The Paris Agreement focuses on national commitments and national accounting. It states that any given emission reduction can only be counted towards one country’s Nationally Determined Contribution (NDC). So, for example, a country may develop a compliance system designed to help meet its NDC by requiring companies to either reduce their emissions or purchase carbon credits. If credits are purchased overseas, they may require that such credits come with an “NDC adjustment”. In other words, the country that the credit comes from must subtract that emission reduction from its own national account. This is also the case for airlines under the International Civil Aviation Organization’s (ICAO) scheme, i.e. airlines that wish to use offsets to meet given targets must purchase ones that have the NDC adjustment from the host country.
Conversely, voluntary crediting currently occupies a “no-man’s land”. Let’s say a company in the Netherlands or the UK buys a forest carbon credit voluntarily from a project in Peru or Indonesia. Both European countries have said they would not use such credits towards their nationally determined contribution. In this instance, the Paris Agreement suggests Peru or Indonesia may then count that emission reduction. However, some suggest that every emission reduction should only be used or claimed once, i.e. every offset, even those voluntarily purchased, must come with an NDC adjustment.
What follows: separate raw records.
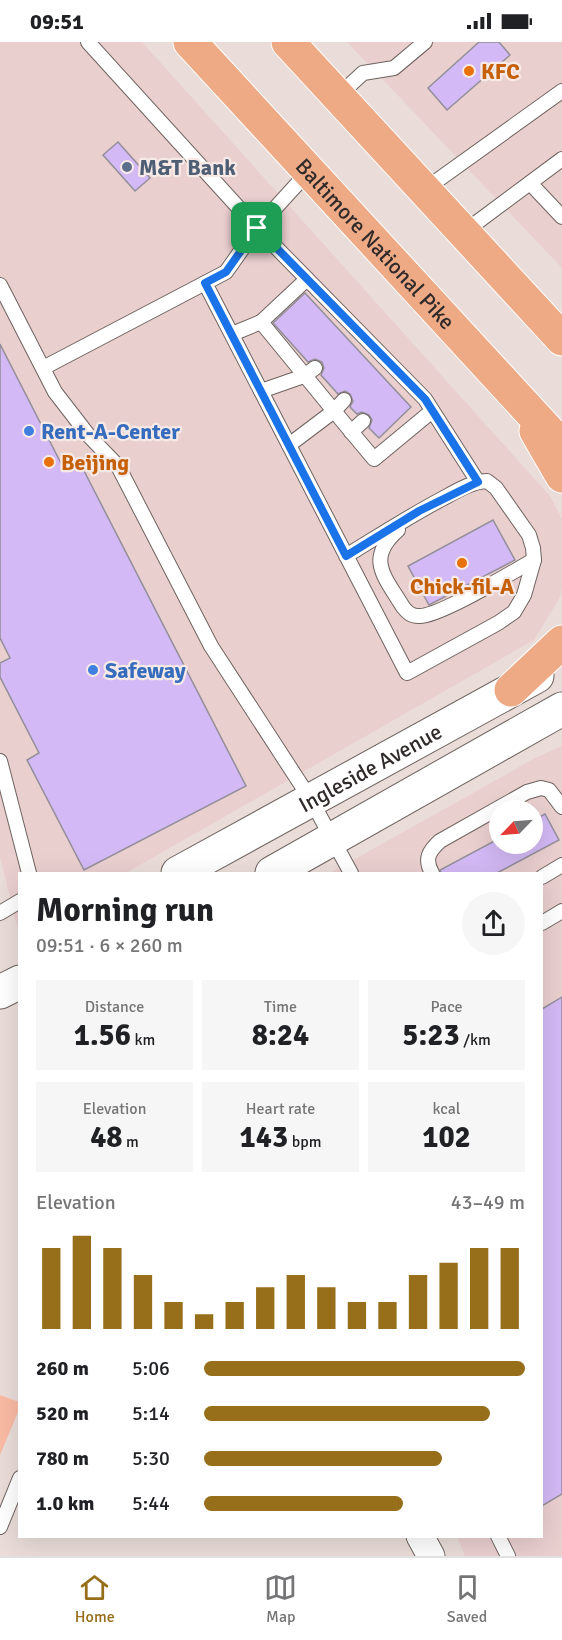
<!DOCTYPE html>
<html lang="en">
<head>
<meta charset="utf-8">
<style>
	:root { --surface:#fff; --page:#f6f6f6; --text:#202124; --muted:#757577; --line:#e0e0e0; --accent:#976e1a }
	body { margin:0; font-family:Signika,sans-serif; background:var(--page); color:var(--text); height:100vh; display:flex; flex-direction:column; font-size:22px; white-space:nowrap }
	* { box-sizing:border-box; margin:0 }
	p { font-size:20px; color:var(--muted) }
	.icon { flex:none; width:33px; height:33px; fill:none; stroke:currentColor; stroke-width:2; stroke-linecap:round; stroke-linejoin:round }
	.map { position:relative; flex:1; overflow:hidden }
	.panel { position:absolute; left:18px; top:830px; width:525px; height:666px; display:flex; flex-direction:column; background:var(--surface); border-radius:0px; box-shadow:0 6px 24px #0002 }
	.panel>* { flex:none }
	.needle { width:39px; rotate:245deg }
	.fabs { position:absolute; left:489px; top:758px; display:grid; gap:12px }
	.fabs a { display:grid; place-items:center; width:54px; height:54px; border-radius:50%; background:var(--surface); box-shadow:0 6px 24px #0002; font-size:30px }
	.pin { position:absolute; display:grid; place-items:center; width:51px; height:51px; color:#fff; margin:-26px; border-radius:12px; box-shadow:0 3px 9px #0006 }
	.round { display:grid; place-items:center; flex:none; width:63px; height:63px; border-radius:32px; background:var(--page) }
	.summary { display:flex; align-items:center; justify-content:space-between; height:102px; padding:0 18px }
	h1 { font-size:33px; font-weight:800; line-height:45px }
	.stats { display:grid; grid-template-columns:repeat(3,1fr); gap:9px; height:102px; padding:6px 18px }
	.stats div { display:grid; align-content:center; border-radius:0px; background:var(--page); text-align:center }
	.stats b { font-size:30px; font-weight:800 }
	.stats small { font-size:16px; font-weight:400 }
	.stats p { font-size:16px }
	.chart { height:168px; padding:12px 18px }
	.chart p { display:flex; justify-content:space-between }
	.chart svg { width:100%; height:108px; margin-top:6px; stroke:var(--accent); stroke-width:6 }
	ul { padding:0 18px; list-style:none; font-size:20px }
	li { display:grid; grid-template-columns:96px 72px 1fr; align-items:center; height:45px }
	li i { height:15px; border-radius:8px; background:var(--accent) }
	.status { display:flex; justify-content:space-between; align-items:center; height:42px; padding:0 30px; background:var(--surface); direction:ltr }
	.status svg { height:16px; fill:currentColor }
	.tab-bar { display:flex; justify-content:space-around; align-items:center; height:84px; border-top:2px solid var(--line); background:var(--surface); font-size:16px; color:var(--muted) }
	.tab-bar a { display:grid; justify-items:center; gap:3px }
	.tab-bar .selected { color:var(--accent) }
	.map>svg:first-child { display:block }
	.commercial { fill:#eacfcf; fill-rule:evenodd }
	.green { fill:#fabba4 }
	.building { fill:#d3b9f5; stroke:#938f99; stroke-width:1.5 }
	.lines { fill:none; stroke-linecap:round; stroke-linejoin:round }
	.service-casing { stroke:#6e635f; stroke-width:16 }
	.minor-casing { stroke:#6e635f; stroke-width:29 }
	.secondary-casing { stroke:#6e635f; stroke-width:35 }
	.primary-casing { stroke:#fff; stroke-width:35 }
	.service { stroke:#fff; stroke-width:14 }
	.minor { stroke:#fff; stroke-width:27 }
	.secondary { stroke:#fff; stroke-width:33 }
	.primary { stroke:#eeaa85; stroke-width:33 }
	.route-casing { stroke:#fff; stroke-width:12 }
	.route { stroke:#1a73e8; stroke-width:8 }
	.food-dot { fill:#e8710a; stroke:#f7eae6; stroke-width:2 }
	.service-dot { fill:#5c6f8a; stroke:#f7eae6; stroke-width:2 }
	.shop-dot { fill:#3f7fe0; stroke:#f7eae6; stroke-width:2 }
	.labels { text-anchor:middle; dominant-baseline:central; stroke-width:4.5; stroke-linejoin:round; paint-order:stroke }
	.food-label { font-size:22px; font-weight:bold; fill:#c56008; stroke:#f7eae6; text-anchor:start }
	.service-label { font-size:22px; font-weight:bold; fill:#4e5e75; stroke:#f7eae6; text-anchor:start }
	.street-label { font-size:22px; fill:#302b2a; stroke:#f7eae6 }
	.shop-label { font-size:22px; font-weight:bold; fill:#366cbe; stroke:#f7eae6; text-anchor:start }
</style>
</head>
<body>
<div class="status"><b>09:51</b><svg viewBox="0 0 49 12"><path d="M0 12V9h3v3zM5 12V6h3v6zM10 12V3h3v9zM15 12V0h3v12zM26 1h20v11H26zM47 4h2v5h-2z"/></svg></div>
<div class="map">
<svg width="562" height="1514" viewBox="0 0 562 1514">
	<rect width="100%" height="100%" fill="#eaddd9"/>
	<g class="commercial">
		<path d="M 0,0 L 142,0 L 550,454 L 562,477 L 562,548 L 559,557 L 534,598 L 126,831 L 20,831 L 19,893 L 0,815 Z"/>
		<path d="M 347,0 L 562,0 L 562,226 Z"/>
		<path d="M 562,704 L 562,1514 L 465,1514 L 457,1494 L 542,1494 L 542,831 L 330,831 L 537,715 ZM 500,768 L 532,768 L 532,801 L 500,801 Z"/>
	</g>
	<path class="green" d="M 0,1353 L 19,1360 L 20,1365 L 0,1413 Z"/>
	<g class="building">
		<path d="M 479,0 L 499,0 L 510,13 L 447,68 L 428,46 Z"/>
		<path d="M 118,100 L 150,136 L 135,149 L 103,113 Z"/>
		<path d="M 305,251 L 411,365 L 379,396 L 369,386 L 372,378 L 369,373 L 362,370 L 357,372 L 350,365 L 353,359 L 350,352 L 345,349 L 338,352 L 321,333 L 324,326 L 322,320 L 315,317 L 308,320 L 273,281 Z"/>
		<path d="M 0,302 L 65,429 L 80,421 L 246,744 L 84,828 L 27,718 L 39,711 L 0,635 L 0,621 L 10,616 L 0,596 Z"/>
		<path d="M 493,478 L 515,518 L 429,563 L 408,524 Z"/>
		<path d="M 545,772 L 559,798 L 497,831 L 441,831 L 440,828 L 500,796 L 500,801 L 532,801 L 532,779 Z"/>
		<path d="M 562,955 L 562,1452 L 542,1464 L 542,967 Z"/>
	</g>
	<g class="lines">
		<g class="service-casing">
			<g id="service">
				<path d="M 88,0 L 257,186 L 425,357 L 478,440"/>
				<path d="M 338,54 L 363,31 L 394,26 L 425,0"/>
				<path d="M 530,141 L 562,175"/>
				<path d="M 424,148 L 562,49"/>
				<path d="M 464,190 L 562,117"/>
				<path d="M 205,241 L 407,631 L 498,581 L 514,570 L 524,553 L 534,518 L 533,506 L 529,493 L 496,446 L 487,439 C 470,440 455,450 440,458 C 408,475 377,495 346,514"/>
				<path d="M 0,243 L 55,350 L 89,394 L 118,424 L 211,604 L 311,758 L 351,831"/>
				<path d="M 261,280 L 307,237"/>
				<path d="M 232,292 L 261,280 L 334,369 L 344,358"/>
				<path d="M 43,326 L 226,230 L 257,186 L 309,129"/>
				<path d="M 261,349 L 304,334 L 315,326"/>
				<path d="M 351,390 L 363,379"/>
				<path d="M 289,403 L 334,369 L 374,417 L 432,369"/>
				<path d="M 398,488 C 365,517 385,535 403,565 C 408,571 411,574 419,574 C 439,575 512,530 534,518"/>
				<path d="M 0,719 L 29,831"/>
				<path d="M 432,831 C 424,817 429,809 440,799 L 527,750 L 541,746 L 549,748 L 562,765"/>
				<path d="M 542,835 L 562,823"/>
				<path d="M 0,871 L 20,859"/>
				<path d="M 542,881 L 562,869"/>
				<path d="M 0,1485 L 20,1436"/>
				<path d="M 498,1494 L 508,1514"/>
			</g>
		</g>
		<g class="minor-casing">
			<path id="minor" d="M 420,1494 L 431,1514"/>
		</g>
		<g class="secondary-casing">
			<g id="secondary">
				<path id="s1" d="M 178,831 L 537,634"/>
				<path d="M 272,831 L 562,667"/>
				<path d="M 0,950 L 20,940"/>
			</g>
		</g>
		<g class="primary-casing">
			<g id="primary">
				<path id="s2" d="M 190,0 L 562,404"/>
				<path d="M 288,0 L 562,297"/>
				<path d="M 536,389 L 562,434"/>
				<path d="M 511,648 L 562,600"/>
			</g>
		</g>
		<use href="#service" class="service"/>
		<use href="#minor" class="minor"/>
		<use href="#secondary" class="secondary"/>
		<use href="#primary" class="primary"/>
	</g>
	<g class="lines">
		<g class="route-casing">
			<path id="route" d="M 257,186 L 425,357 L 478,440 L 419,469 L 346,514 L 205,241 L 226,230 Z"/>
		</g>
		<use href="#route" class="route"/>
	</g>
	<g class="food-dot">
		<circle cx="469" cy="29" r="6"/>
		<circle cx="49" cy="420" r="6"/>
		<circle cx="462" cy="521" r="6"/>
	</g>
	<circle class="service-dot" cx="127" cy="125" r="6"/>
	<g class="shop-dot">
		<circle cx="29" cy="389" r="6"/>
		<circle cx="93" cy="628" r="6"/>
	</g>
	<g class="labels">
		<g class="food-label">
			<text x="481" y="29">KFC</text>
			<text x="61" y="420">Beijing</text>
			<text x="462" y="544" text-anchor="middle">Chick-fil-A</text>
		</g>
		<g class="service-label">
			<text x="139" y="125">M&amp;T Bank</text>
		</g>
		<g class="street-label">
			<text stroke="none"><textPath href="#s2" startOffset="274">Baltimore National Pike</textPath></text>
			<text stroke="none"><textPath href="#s1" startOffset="219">Ingleside Avenue</textPath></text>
		</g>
		<g class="shop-label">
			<text x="41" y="389">Rent-A-Center</text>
			<text x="105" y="628">Safeway</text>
		</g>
	</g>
</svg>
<div class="fabs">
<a><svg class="needle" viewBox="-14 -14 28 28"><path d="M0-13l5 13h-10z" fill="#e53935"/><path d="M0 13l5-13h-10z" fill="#757577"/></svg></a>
</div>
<div class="pin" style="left:257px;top:186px;background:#1e9e55"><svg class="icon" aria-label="arrive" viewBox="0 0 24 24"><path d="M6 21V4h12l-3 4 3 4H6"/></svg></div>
<section class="panel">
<div class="summary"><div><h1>Morning run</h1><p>09:51 · 6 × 260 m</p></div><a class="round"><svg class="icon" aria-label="share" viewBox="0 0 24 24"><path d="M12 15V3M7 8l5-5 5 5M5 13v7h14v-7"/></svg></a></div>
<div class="stats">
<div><p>Distance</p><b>1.56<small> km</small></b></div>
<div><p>Time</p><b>8:24</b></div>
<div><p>Pace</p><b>5:23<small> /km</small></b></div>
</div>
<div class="stats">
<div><p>Elevation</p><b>48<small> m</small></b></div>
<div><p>Heart rate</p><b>143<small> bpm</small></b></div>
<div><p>kcal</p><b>102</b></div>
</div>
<div class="chart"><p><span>Elevation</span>43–49 m</p>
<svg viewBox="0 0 160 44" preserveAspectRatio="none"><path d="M5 44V11M15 44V6M25 44V11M35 44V22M45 44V33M55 44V38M65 44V33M75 44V27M85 44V22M95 44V27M105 44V33M115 44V33M125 44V22M135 44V17M145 44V11M155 44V11"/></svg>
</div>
<ul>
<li><b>260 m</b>5:06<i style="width:100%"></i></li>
<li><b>520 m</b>5:14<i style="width:89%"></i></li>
<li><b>780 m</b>5:30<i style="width:74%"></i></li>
<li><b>1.0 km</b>5:44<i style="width:62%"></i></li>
</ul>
</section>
</div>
<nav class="tab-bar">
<a class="selected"><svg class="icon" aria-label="home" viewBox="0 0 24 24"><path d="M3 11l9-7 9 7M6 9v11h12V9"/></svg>Home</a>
<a><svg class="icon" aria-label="map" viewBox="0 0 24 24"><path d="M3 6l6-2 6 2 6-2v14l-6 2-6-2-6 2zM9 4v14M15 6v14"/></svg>Map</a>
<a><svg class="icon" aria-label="saved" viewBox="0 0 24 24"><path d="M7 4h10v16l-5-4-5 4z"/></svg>Saved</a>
</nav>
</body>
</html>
Others suggest there exists a parallel universe of private transactions, where companies may purchase and claim offsets that are separate, or “offline”, from Paris Agreement accounting.
The question is: Which scenario results in more emission reductions? On one hand, a strict interpretation of double counting could lead to higher ambition and more emission reductions if countries take their NDCs seriously—both in setting their own targets and achieving results. However, it could also have unintended consequences, including incentivizing weak country targets (to leave headroom to sell carbon credits). Or, it could stifle investments and finance for emission reductions—including and especially for forests, which currently run outside many compliance-based schemes—if companies are told they can only use offsets with the NDC adjustment.
This is particularly true in the near term, as companies are ready and willing to invest in forests, but there remains much uncertainty as to whether, and if so how, countries may be willing to give up such emission units. Where such investments are voluntary, they simply may not happen if a narrative is generated where voluntary crediting—i.e. the case in which a forest country “keeps” the emission reduction in its national reporting supported by a company or consumer claiming they have catalyzed the reduction—is not an appropriate or credible approach.
Finding answers between the extremes
The forest carbon community, especially those engaged in REDD+ (Reducing emissions from deforestation and forest degradation and the role of conservation, sustainable management of forests and enhancement of forest carbon stocks in developing countries) often wages wars within itself when staking positions at opposite ends of a philosophical spectrum. Good answers often lie somewhere between the extremes. This instance—whether to embrace finance from oil and gas or repudiate it—is a case in point.
Simply saying to companies “no offsets, period” is likely not optimal—particularly when such companies are doing their part to avoid and reduce emissions. It is also not appropriate to give social license to companies for unconstrained offsetting. There is a place at which to turn the dial that optimizes finance for forests and emission reductions and we, as a community, should seek to find that space.
Until our community has a pragmatic discussion on this issue—rather than setting two discourses at opposite ends of the spectrum—we are unlikely to mobilize the potential for oil and gas to contribute, responsibly, to both fossil fuel reductions as well as the Marshall Plan for Tropical Forests.